About this exercise: Print exactly the lines that run from the opening line of the material through the line with "position:absolute; left:796px; top:463px;", and nothing else, leaving out pictures.

Available records:
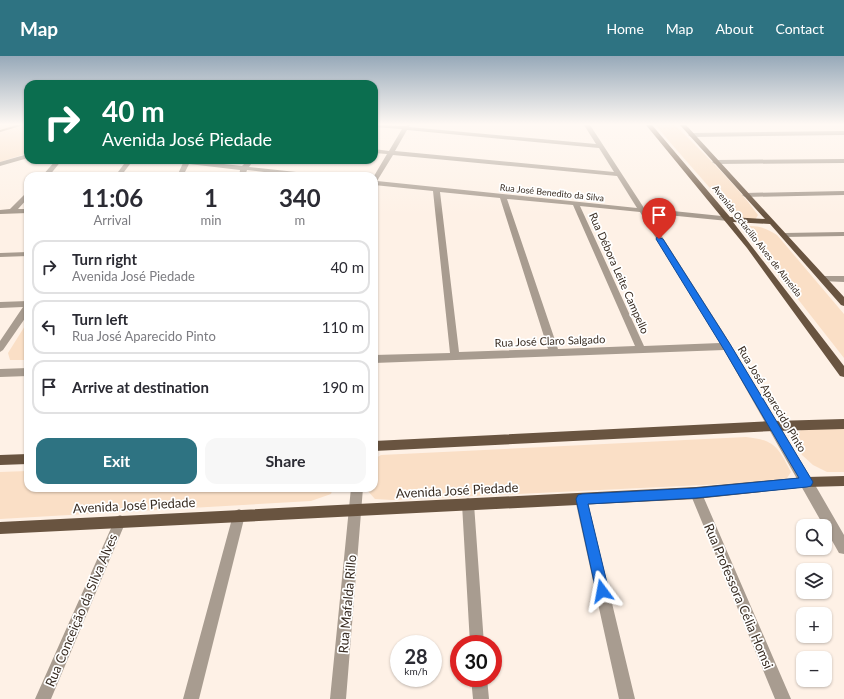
<!DOCTYPE html>
<html lang="en">
<head>
<meta charset="utf-8">
<style>
  :root { --surface:#fff; --page:#f7f7f7; --text:#2b2b33; --muted:#7c7c81; --line:#e1e1e2; --accent:#2e7382 }
  body { margin:0; font-family:Lato,sans-serif; background:var(--page); color:var(--text); height:100vh; display:flex; flex-direction:column; font-size:15px; white-space:nowrap }
  * { box-sizing:border-box; margin:0 }
  p { font-size:13px; color:var(--muted) }
  .icon { flex:none; width:22px; height:22px; fill:none; stroke:currentColor; stroke-width:2; stroke-linecap:round; stroke-linejoin:round }
  .map { position:relative; flex:1; overflow:hidden }
  .side { position:absolute; left:24px; top:116px; width:354px; height:320px; display:flex; flex-direction:column; background:var(--surface); border-radius:12px; box-shadow:0 1px 3px #0004 }
  .side>* { flex:none }
  .banner { position:absolute; left:24px; top:24px; width:354px; height:84px; border-radius:12px; box-shadow:0 1px 3px #0004; background:#0b6e4f; color:#fff; overflow:hidden }
  .fabs { position:absolute; left:796px; top:463px; display:grid; gap:8px }
  .fabs a { display:grid; place-items:center; width:36px; height:36px; border-radius:8px; background:var(--surface); box-shadow:0 1px 3px #0004; font-size:20px }
  .speed { position:absolute; left:390px; top:579px; display:flex; gap:8px; font-size:20px; font-weight:700; text-align:center }
  .speed>* { display:grid; place-content:center; width:52px; height:52px; border-radius:50%; background:var(--surface); box-shadow:0 1px 3px #0004; line-height:1 }
  .speed small { font-size:10px; font-weight:400 }
  .speed .limit { border:6px solid #d22; background:#fff; color:#111 }
  .pin { position:absolute; display:grid; place-items:center; width:34px; height:34px; color:#fff; margin:-41px -17px; border-radius:50% 50% 50% 0; rotate:-45deg; box-shadow:0 0 4px #0007 }
  .pin .icon { rotate:45deg }
  .me { position:absolute; width:44px; margin:-22px; rotate:347deg; stroke-linejoin:round; filter:drop-shadow(0 0 3px #0008) }
  .turn { display:flex; align-items:center; gap:14px; height:84px; padding:0 12px; font-size:18px }
  .turn .icon { width:52px; height:52px; stroke-width:2.5 }
  .turn b { display:block; font-size:28px; line-height:34px }
  .eta { display:flex; justify-content:space-evenly; align-items:center; height:68px; text-align:center }
  .eta b { font-size:24px; font-weight:700; line-height:28px }
  .cta { display:flex; gap:8px; margin-top:auto; padding:8px 12px }
  .cta a { flex:1; height:46px; border-radius:12px; background:var(--accent); color:#fff; font-size:16px; font-weight:700; line-height:46px; text-align:center }
  .cta a+a { background:var(--page); color:var(--text) }
  ul { padding:0; list-style:none }
  li { display:flex; align-items:center; gap:12px; height:54px; margin:0 8px 6px; padding:0 4px; border:2px solid var(--line); border-radius:12px }
  li div { flex:1 }
  li b { display:block; font-size:15px }
  li em { font-style:normal }
  header { display:flex; align-items:center; gap:24px; box-sizing:border-box; height:56px; padding:0 20px; background:var(--accent); color:#fff }
  header strong { font-size:19px }
  nav { display:flex; gap:22px; margin-inline-start:auto; font-size:14px }
  .map>svg:first-child { display:block }
  .green { fill:#fadfc6 }
  .lines { fill:none; stroke-linecap:round; stroke-linejoin:round }
  .stream { stroke:#96785b; stroke-width:2 }
  .minor { fill:#a89c90; fill-rule:evenodd }
  .major { fill:#695440; fill-rule:evenodd }
  .route { fill:#1a73e8; stroke:#114b97 }
  .labels { text-anchor:middle; stroke-width:3.5; stroke-linejoin:round; paint-order:stroke }
  .far-street-label { font-size:9px; fill:#382c22; stroke:#fff }
  .street-label { font-size:11px; fill:#382c22; stroke:#fff }
  .near-street-label { font-size:13px; fill:#382c22; stroke:#fff }
</style>
</head>
<body>
<header>
<strong>Map</strong>
<nav><a>Home</a><a>Map</a><a>About</a><a>Contact</a></nav>
</header>
<div class="map">
<svg width="844" height="643" viewBox="0 0 844 643">
  <rect width="100%" height="100%" fill="#fef1e6"/>
  <path class="green" d="M0 69H28V97L0 106Z
    M655 69H675C704 98 734 126 758 159L755 164 744 163 734 156 723 142 709 131Z
    M750 170C760 170 768 173 777 179L844 258V302L754 187 745 175Z
    M28 265V304H10L8 297Z
    M802 373H844V416H827L813 409 802 399 796 388V379Z
    M746 381C775 384 778 391 791 416L785 425 392 444 375 443 365 432H374V403L381 399Z
    M28 415V432H333L331 438 311 445 0 463V416Z"/>
  <g class="lines">
    <path class="stream" d="M0 75 20 69"/>
    <path class="minor" d="M374 69 404 70 410 69 409 71 596 88 584 69H590L644 152 731 161V165H728L647 157 723 276 818 434 844 479V498L839 497 724 294 374 307V299L450 297 433 135 374 129V120L387 98 374 97V93L389 95 402 73 374 71ZM407 74 599 92 614 116 395 95ZM393 99 617 120 637 152 377 125ZM440 136 500 142 548 293 459 296ZM507 143 573 149 635 290 558 293ZM580 150 640 156 720 287 644 290Z
      M844 75V79L691 81 688 79 691 77Z
      M28 98V102L0 110V106Z
      M844 103V107L715 108 712 106 715 104Z
      M56 104H62L49 120H42Z
      M127 104H133L121 120H115Z
      M167 104H187L242 110 248 104H254L249 111 315 118 318 120H297L247 114 245 120H239L240 114 189 108 183 120H177L183 107 170 106Z
      M844 135V139L745 141 742 139 745 137Z
      M28 136V142L18 153H28V157L0 158V154L10 153 26 137Z
      M844 176V180L784 181 780 179 784 177Z
      M28 196V200L0 201V197Z
      M824 220H844V226L821 225 820 223 821 221Z
      M28 245V258L3 294 0 296V285L23 251 0 252V246Z
      M28 312V320L0 321V313Z
      M696 431 700 433 791 643H775L690 437 692 433Z
      M351 432H363L346 643H330Z
      M581 437 585 439 587 443 635 643H619L575 443 577 439Z
      M468 442 472 444 474 448 484 588H470L462 448 464 444Z
      M239 453 243 455 245 459 199 643H183L233 459 235 455Z
      M120 459 124 461 126 465 51 643H35L116 461Z
      M471 622H487L489 643H473Z"/>
    <path class="major" d="M646 69H652L730 161 765 163 680 69H686L844 241V250L841 249 770 168 733 166 844 310V321L840 320 747 192Z
      M844 363V373L774 375 374 395V385L774 365Z
      M28 398V408L0 409V399Z
      M844 420V430L807 431 696 443 0 478V466L696 431 807 421Z"/>
  </g>
  <linearGradient id="sky" x2="0" y2="1"><stop stop-color="#97a9b9"/><stop offset="0.43" stop-color="#fff9f4"/><stop offset="1" stop-color="#fff9f4" stop-opacity="0"/></linearGradient>
  <rect width="844" height="159" fill="url(#sky)"/>
  <path class="route" d="M657 181 663 183 730 288 813 426 811 430 807 431 696 442 588 448 609 535 607 540 602 541 598 540 596 535 576 443 578 439 582 438 696 432 799 422 723 292 656 183Z"/>
  <g class="labels">
    <g class="far-street-label">
      <text transform="translate(552 137) rotate(6)" y="3">Rua José Benedito da Silva</text>
      <text transform="translate(757 185) rotate(52)" y="3">Avenida Octacilio Alves de Almeida</text>
    </g>
    <g class="street-label">
      <text transform="translate(619 217) rotate(66)" y="4">Rua Débora Leite Campello</text>
      <text transform="translate(550 285) rotate(-2)" y="4">Rua José Claro Salgado</text>
      <text transform="translate(772 343) rotate(59)" y="4">Rua José Aparecido Pinto</text>
    </g>
    <g class="near-street-label">
      <text transform="translate(457 434) rotate(-3)" y="5">Avenida José Piedade</text>
      <text transform="translate(134 449) rotate(-3)" y="5">Avenida José Piedade</text>
      <text transform="translate(739 540) rotate(67)" y="5">Rua Professora Célia Homsi</text>
      <text transform="translate(347 548) rotate(-85)" y="5">Rua Mafalda Rillo</text>
      <text transform="translate(81 554) rotate(-67)" y="5">Rua Conceição da Silva Alves</text>
    </g>
  </g>
</svg>
<div class="fabs">
<a><svg class="icon" aria-label="search" viewBox="0 0 24 24"><circle cx="10" cy="10" r="6"/><path d="M15 15l6 6"/></svg></a>
<a><svg class="icon" aria-label="layers" viewBox="0 0 24 24"><path d="M12 4l9 5-9 5-9-5zM3 14l9 5 9-5"/></svg></a>
<a>+</a>
<a>−</a>
</div>
<div class="speed"><div>28<small>km/h</small></div><div class="limit">30</div></div>
<div class="pin" style="left:659px;top:183px;background:#d93025"><svg class="icon" aria-label="arrive" viewBox="0 0 24 24"><path d="M6 21V4h12l-3 4 3 4H6"/></svg></div>
<svg class="me" style="left:602px;top:535px" viewBox="-20 -20 40 40"><path d="M0-17L14 15 0 8-14 15z" fill="#1a73e8" stroke="#fff" stroke-width="4"/></svg>
<div class="banner">
<div class="turn"><svg class="icon" aria-label="right" viewBox="0 0 24 24"><path d="M7 20v-9h11M14 6l5 5-5 5"/></svg><div><b>40 m</b>Avenida José Piedade</div></div>
</div>
<section class="side">
<div class="eta">
<div><b>11:06</b><p>Arrival</p></div>
<div><b>1</b><p>min</p></div>
<div><b>340</b><p>m</p></div>
</div>
<ul>
<li><svg class="icon" aria-label="right" viewBox="0 0 24 24"><path d="M7 20v-9h11M14 6l5 5-5 5"/></svg><div><b>Turn right</b><p>Avenida José Piedade</p></div><em>40 m</em></li>
<li><svg class="icon" aria-label="left" viewBox="0 0 24 24"><path d="M17 20v-9H6M10 6l-5 5 5 5"/></svg><div><b>Turn left</b><p>Rua José Aparecido Pinto</p></div><em>110 m</em></li>
<li><svg class="icon" aria-label="arrive" viewBox="0 0 24 24"><path d="M6 21V4h12l-3 4 3 4H6"/></svg><div><b>Arrive at destination</b></div><em>190 m</em></li>
</ul>
<div class="cta"><a>Exit</a><a>Share</a></div>
</section>
</div>
</body>
</html>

Solution for this exercise:
<!DOCTYPE html>
<html lang="en">
<head>
<meta charset="utf-8">
<style>
  :root { --surface:#fff; --page:#f7f7f7; --text:#2b2b33; --muted:#7c7c81; --line:#e1e1e2; --accent:#2e7382 }
  body { margin:0; font-family:Lato,sans-serif; background:var(--page); color:var(--text); height:100vh; display:flex; flex-direction:column; font-size:15px; white-space:nowrap }
  * { box-sizing:border-box; margin:0 }
  p { font-size:13px; color:var(--muted) }
  .icon { flex:none; width:22px; height:22px; fill:none; stroke:currentColor; stroke-width:2; stroke-linecap:round; stroke-linejoin:round }
  .map { position:relative; flex:1; overflow:hidden }
  .side { position:absolute; left:24px; top:116px; width:354px; height:320px; display:flex; flex-direction:column; background:var(--surface); border-radius:12px; box-shadow:0 1px 3px #0004 }
  .side>* { flex:none }
  .banner { position:absolute; left:24px; top:24px; width:354px; height:84px; border-radius:12px; box-shadow:0 1px 3px #0004; background:#0b6e4f; color:#fff; overflow:hidden }
  .fabs { position:absolute; left:796px; top:463px; display:grid; gap:8px }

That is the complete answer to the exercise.